Ce vendredi 21 février 2025, l’Union Citoyenne pour l’Émergence de la Guinée (UCEG) a tenu son assemblée générale extraordinaire au centre de Lambangnie, réunissant l’ensemble de ses représentants. Cette rencontre a été l’occasion pour le président de l’association, Amadou Barry, de partager sa vision sur la situation socio-politique actuelle en Guinée.
Dans son discours de circonstance, M. Barry a évoqué une situation inquiétante marquée par une profonde méfiance entre les citoyens guinéens. Selon lui, “le manque d’éducation, l’incivisme et la violence verbale et physique sont devenus récurrents” dans le pays, soulignant une fracture grandissante entre les dirigeants et la population. “Les acteurs politiques semblent de plus en plus éloignés des citoyens qu’ils sont censés servir”, a-t-il ajouté, en dénonçant un climat de suspicion et de division qui entrave le dialogue national.
Le président de l’UCEG a également déploré la situation difficile des jeunes, souvent les plus touchés par cette crise de confiance, et a exprimé la nécessité urgente d’un changement. “C’est ce constat désolant qui nous a poussés à initier la création de l’Union Citoyenne pour l’Émergence de la Guinée”, a expliqué Amadou Barry.

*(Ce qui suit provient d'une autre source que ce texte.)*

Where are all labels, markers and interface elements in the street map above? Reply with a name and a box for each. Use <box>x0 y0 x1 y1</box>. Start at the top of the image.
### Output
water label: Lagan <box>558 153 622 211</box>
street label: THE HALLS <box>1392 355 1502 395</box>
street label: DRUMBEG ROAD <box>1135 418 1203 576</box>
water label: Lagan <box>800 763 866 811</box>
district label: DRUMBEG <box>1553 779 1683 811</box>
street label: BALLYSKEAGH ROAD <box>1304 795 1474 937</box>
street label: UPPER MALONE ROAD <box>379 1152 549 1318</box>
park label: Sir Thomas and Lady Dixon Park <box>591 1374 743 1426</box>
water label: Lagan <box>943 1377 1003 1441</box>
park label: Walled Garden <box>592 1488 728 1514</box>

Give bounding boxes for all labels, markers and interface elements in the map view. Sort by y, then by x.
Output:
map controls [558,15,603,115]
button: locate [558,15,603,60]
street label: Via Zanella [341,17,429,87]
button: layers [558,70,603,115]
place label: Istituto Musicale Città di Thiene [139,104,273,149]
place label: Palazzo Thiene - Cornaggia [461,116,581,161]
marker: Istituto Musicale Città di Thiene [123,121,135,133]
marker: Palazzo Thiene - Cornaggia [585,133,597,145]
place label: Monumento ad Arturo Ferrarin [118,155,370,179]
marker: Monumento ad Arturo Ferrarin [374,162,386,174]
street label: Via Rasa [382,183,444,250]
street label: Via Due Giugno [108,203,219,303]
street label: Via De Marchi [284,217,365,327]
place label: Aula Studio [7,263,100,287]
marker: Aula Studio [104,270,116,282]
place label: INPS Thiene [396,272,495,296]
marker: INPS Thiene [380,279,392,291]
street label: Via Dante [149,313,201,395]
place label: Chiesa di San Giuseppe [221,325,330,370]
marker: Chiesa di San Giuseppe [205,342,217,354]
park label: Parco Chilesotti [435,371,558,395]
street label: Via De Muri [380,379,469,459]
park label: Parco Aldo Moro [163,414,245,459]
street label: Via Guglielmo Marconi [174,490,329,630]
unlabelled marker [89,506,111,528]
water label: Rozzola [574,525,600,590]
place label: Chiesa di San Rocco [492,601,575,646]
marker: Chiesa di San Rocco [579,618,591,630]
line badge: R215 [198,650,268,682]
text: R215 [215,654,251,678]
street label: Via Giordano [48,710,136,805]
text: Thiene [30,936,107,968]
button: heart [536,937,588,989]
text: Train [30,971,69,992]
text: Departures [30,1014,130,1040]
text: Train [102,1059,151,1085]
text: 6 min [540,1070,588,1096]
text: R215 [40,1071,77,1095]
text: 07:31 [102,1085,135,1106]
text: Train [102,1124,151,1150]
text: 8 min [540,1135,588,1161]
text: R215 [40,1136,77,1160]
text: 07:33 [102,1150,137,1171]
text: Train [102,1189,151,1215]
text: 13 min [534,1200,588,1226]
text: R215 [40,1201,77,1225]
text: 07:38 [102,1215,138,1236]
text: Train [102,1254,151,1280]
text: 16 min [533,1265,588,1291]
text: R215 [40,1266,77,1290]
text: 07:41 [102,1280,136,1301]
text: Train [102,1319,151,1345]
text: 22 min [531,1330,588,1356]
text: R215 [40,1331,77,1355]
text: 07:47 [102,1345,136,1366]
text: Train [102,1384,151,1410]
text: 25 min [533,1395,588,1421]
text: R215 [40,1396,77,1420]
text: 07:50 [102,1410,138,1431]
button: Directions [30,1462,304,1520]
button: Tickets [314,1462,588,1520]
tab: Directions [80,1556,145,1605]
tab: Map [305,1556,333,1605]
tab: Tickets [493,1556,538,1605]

L’UCEG, dans sa mission, entend avant tout promouvoir l’unité nationale. L’association se positionne comme un acteur majeur pour la réconciliation du peuple guinéen. À cet effet, lors de l’assemblée, M. Barry a adressé un appel solennel au Président de la République, le Général Mamadi Doumbouya, lui demandant de briser le cycle de la méfiance et de la discorde. “Monsieur le Président, vous avez l’opportunité de forger une nouvelle voie vers la réconciliation nationale, basée sur l’écoute, la justice, la tolérance et la solidarité”, a-t-il lancé.
Le président de l’UCEG a aussi insisté sur la nécessité d’une collaboration avec les acteurs socio-politiques pour bâtir un avenir plus inclusif et plus harmonieux. “Notre organisation se positionne résolument comme partenaire de cette transformation”, a-t-il ajouté.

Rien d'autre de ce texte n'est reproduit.